» What you should do
The complete data, repeated exactly, should form your response.

» Records for processing
● ● ●
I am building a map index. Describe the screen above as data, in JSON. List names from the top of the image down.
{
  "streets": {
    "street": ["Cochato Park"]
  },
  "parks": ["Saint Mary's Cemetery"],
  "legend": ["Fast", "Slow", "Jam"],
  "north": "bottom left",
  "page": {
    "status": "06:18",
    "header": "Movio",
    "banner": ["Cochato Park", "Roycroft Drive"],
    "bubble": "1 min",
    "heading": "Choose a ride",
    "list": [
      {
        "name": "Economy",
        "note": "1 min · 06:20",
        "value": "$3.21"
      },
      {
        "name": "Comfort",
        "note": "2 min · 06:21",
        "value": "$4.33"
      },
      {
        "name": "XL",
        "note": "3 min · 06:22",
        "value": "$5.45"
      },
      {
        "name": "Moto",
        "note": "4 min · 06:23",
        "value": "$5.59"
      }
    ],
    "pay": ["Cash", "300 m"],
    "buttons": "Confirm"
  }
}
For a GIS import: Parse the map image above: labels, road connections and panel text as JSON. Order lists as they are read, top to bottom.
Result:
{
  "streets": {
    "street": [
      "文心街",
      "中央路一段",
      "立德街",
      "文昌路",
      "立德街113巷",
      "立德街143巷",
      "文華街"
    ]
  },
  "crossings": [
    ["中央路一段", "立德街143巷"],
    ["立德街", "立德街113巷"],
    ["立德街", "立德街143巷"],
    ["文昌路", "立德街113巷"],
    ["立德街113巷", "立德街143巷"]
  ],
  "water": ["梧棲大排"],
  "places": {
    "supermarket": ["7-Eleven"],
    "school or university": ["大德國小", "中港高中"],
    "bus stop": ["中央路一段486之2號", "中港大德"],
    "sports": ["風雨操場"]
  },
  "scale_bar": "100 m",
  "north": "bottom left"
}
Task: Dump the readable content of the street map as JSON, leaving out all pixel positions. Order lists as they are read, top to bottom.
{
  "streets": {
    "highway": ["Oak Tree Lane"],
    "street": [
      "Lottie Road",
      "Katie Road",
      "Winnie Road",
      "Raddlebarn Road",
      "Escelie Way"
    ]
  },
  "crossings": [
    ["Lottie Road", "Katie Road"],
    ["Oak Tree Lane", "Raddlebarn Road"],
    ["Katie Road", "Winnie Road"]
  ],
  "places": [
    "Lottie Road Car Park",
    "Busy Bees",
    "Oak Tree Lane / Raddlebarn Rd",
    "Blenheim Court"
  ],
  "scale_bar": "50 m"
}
● ● ●
» Your response
I am building a map index. Describe the screen above as data, in JSON. List names from the top of the image down.
{
  "streets": {
    "street": ["Cochato Park"]
  },
  "parks": ["Saint Mary's Cemetery"],
  "legend": ["Fast", "Slow", "Jam"],
  "north": "bottom left",
  "page": {
    "status": "06:18",
    "header": "Movio",
    "banner": ["Cochato Park", "Roycroft Drive"],
    "bubble": "1 min",
    "heading": "Choose a ride",
    "list": [
      {
        "name": "Economy",
        "note": "1 min · 06:20",
        "value": "$3.21"
      },
      {
        "name": "Comfort",
        "note": "2 min · 06:21",
        "value": "$4.33"
      },
      {
        "name": "XL",
        "note": "3 min · 06:22",
        "value": "$5.45"
      },
      {
        "name": "Moto",
        "note": "4 min · 06:23",
        "value": "$5.59"
      }
    ],
    "pay": ["Cash", "300 m"],
    "buttons": "Confirm"
  }
}
For a GIS import: Parse the map image above: labels, road connections and panel text as JSON. Order lists as they are read, top to bottom.
Result:
{
  "streets": {
    "street": [
      "文心街",
      "中央路一段",
      "立德街",
      "文昌路",
      "立德街113巷",
      "立德街143巷",
      "文華街"
    ]
  },
  "crossings": [
    ["中央路一段", "立德街143巷"],
    ["立德街", "立德街113巷"],
    ["立德街", "立德街143巷"],
    ["文昌路", "立德街113巷"],
    ["立德街113巷", "立德街143巷"]
  ],
  "water": ["梧棲大排"],
  "places": {
    "supermarket": ["7-Eleven"],
    "school or university": ["大德國小", "中港高中"],
    "bus stop": ["中央路一段486之2號", "中港大德"],
    "sports": ["風雨操場"]
  },
  "scale_bar": "100 m",
  "north": "bottom left"
}
Task: Dump the readable content of the street map as JSON, leaving out all pixel positions. Order lists as they are read, top to bottom.
{
  "streets": {
    "highway": ["Oak Tree Lane"],
    "street": [
      "Lottie Road",
      "Katie Road",
      "Winnie Road",
      "Raddlebarn Road",
      "Escelie Way"
    ]
  },
  "crossings": [
    ["Lottie Road", "Katie Road"],
    ["Oak Tree Lane", "Raddlebarn Road"],
    ["Katie Road", "Winnie Road"]
  ],
  "places": [
    "Lottie Road Car Park",
    "Busy Bees",
    "Oak Tree Lane / Raddlebarn Rd",
    "Blenheim Court"
  ],
  "scale_bar": "50 m"
}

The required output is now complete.